__Assignment__: Repeat every line of the listing below exactly, minus the pictures.

--- Available data Enclosed Below ---

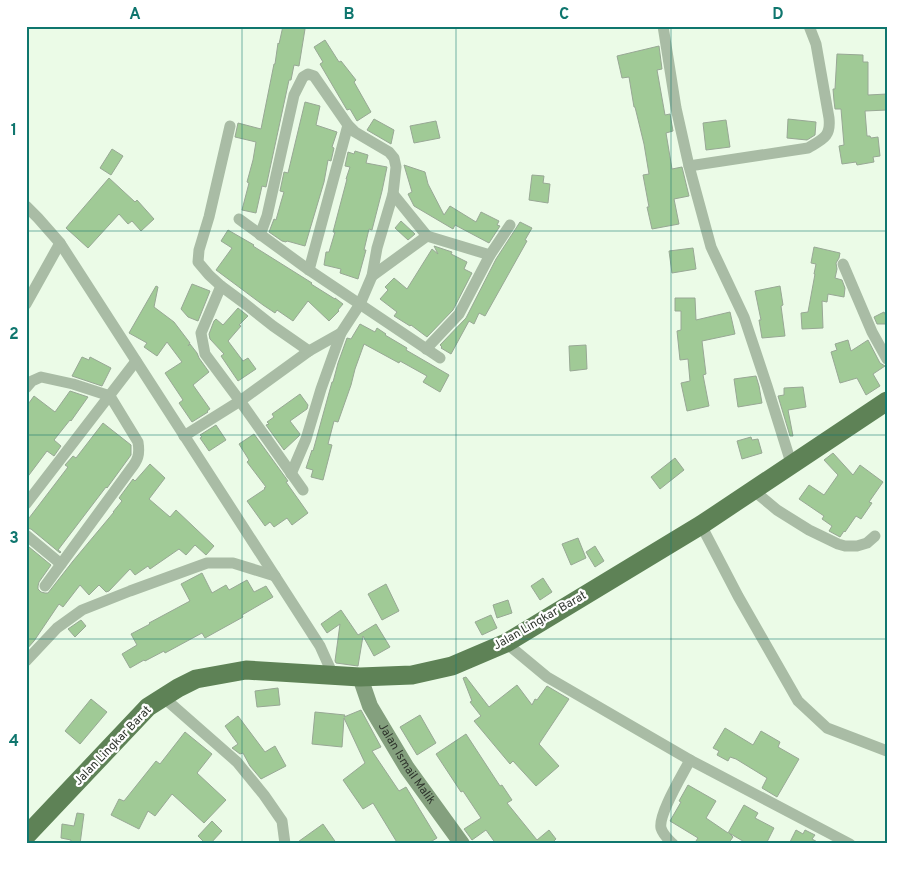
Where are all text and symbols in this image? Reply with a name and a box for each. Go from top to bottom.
text: A [129,5,141,25]
text: B [343,5,355,25]
text: C [559,5,569,25]
text: D [772,5,784,25]
text: 1 [11,121,17,141]
text: 2 [9,325,19,345]
text: 3 [9,529,19,549]
street label: Jalan Lingkar Barat [490,588,590,654]
street label: Jalan Lingkar Barat [71,703,155,789]
street label: Jalan Ismail Malik [374,720,439,808]
text: 4 [9,732,19,752]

--- End of Enclosed Available data ---

__Result of the task__:
Where are all text and symbols in this image? Reply with a name and a box for each. Go from top to bottom.
text: A [129,5,141,25]
text: B [343,5,355,25]
text: C [559,5,569,25]
text: D [772,5,784,25]
text: 1 [11,121,17,141]
text: 2 [9,325,19,345]
text: 3 [9,529,19,549]
street label: Jalan Lingkar Barat [490,588,590,654]
street label: Jalan Lingkar Barat [71,703,155,789]
street label: Jalan Ismail Malik [374,720,439,808]
text: 4 [9,732,19,752]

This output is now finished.